To go from the shower to runway-ready in anything less than an hour should be declared an art. But the six teams in the SFFMA’s recent Beauty Expo Style Competition had just 30 minutes to create high-drama looks.

When the time was up, Sophia Guerra and Kelli Eng from Rockridge’s Lucero Hair Salon took home a cash prize with their Japanese street style-inspired look, complete with origami paper cranes they folded on the ride over.

The competition was just one element of the four-hour event from the San Francisco Fashion Merchants Alliance. Hosted by Pigment Cosmetics on Saturday, May 28, the evening also included opportunities to connect with local fashion bloggers and attend a model boot-camp session with veteran model coach Charleston Pierce.

Video by Lindsay Harte

Meet Pigment Cosmetics Founder Manhal Mansour

Manhal Mansour

Behind the runway looks of painted faces and spritzed ’dos in Bay Area fashion shows such as Snow II, San Francisco Fashion Week, and this year’s Charity Fashion Show is Pigment Cosmetics founder and CEO Manhal Mansour.

And while Pigment Cosmetics and its line of fashion-driven beauty products are constants when it comes to San Francisco fashion events and photo shoots, they’re not just for industry insiders. Anyone can stop by the white-walled downtown location for makeup lessons and a touch of color. Mansour also opens Pigment’s doors to the Bay Area fashion community as a hub for local fashion shows, networking events and collaborative projects.

We sat down with Mansour recently to talk about the man behind Pigment’s many makeup brushes, what goes into creating a runway look and whether San Francisco women are putting their best faces forward.

We’re familiar with your company, Pigment Cosmetics, from all the fashion shows and events we’ve attended in your downtown headquarters, but we’d like to know a little more about the man behind the company. Tell us about yourself.

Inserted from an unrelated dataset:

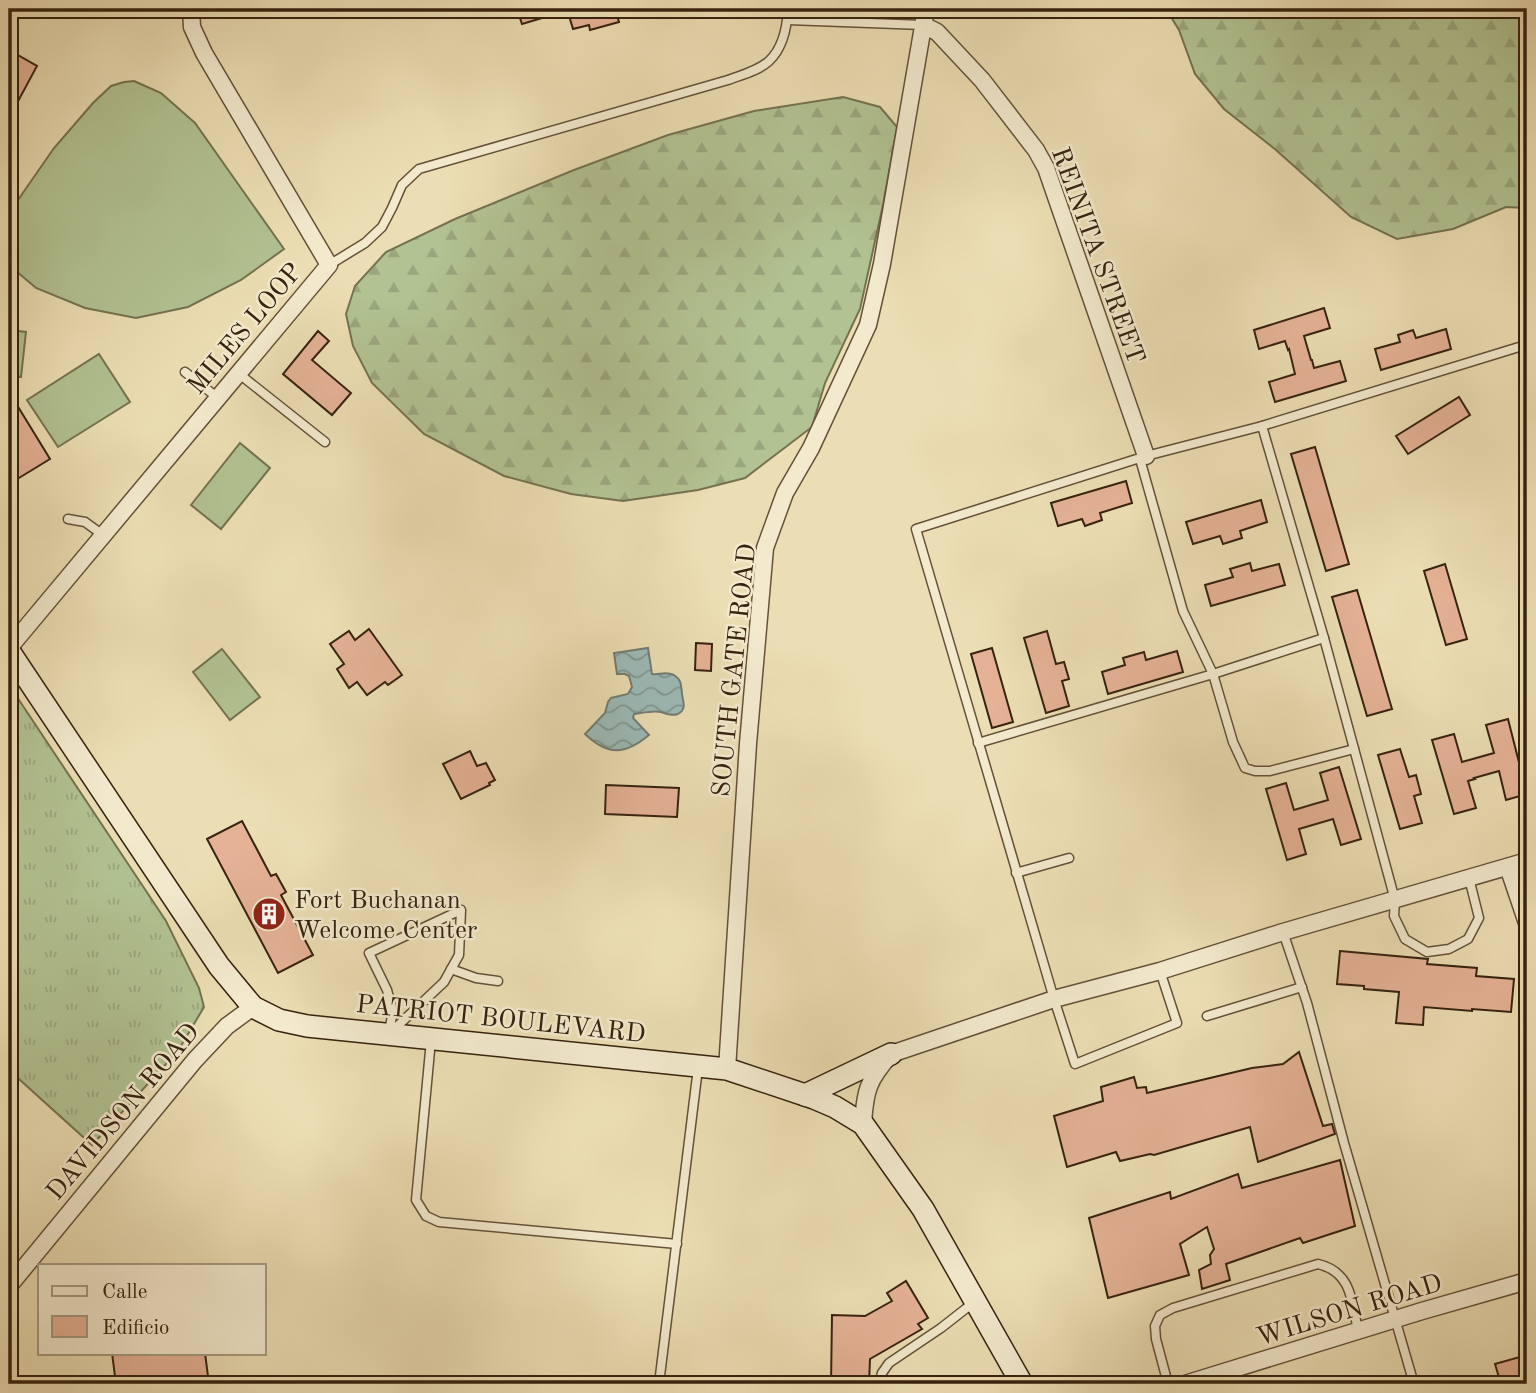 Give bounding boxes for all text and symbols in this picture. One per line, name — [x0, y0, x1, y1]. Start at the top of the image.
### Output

I was born overseas—Kuwait, but I’m not from Kuwait, I’m Palestinian, actually—by parents who work in a completely different field. When I graduated high school, my parents sent me back here to go to school in Sacramento. I went to college, graduated with a degree in engineering—emphasis on architecture—so you can see where the art started to seep into this. Then I worked in the industry: engineering, structural, architectural field for about five, seven years.

How did you go from designing buildings to working in fashion?

I had an incident where I didn’t get paid for a job from a developer who was a family friend, and he turned the incident around to where it seemed like it was my fault. I was really young, my early twenties, and that’s when I decided that that would not happen to me again. So I was already looking at things that were more of my interest, and that literally was the final straw that pushed me over. I started working in the industry, in the hair aspect of it, but I always had an eye for fashion. I started doing fashion shows and working with modeling agencies, and things like that.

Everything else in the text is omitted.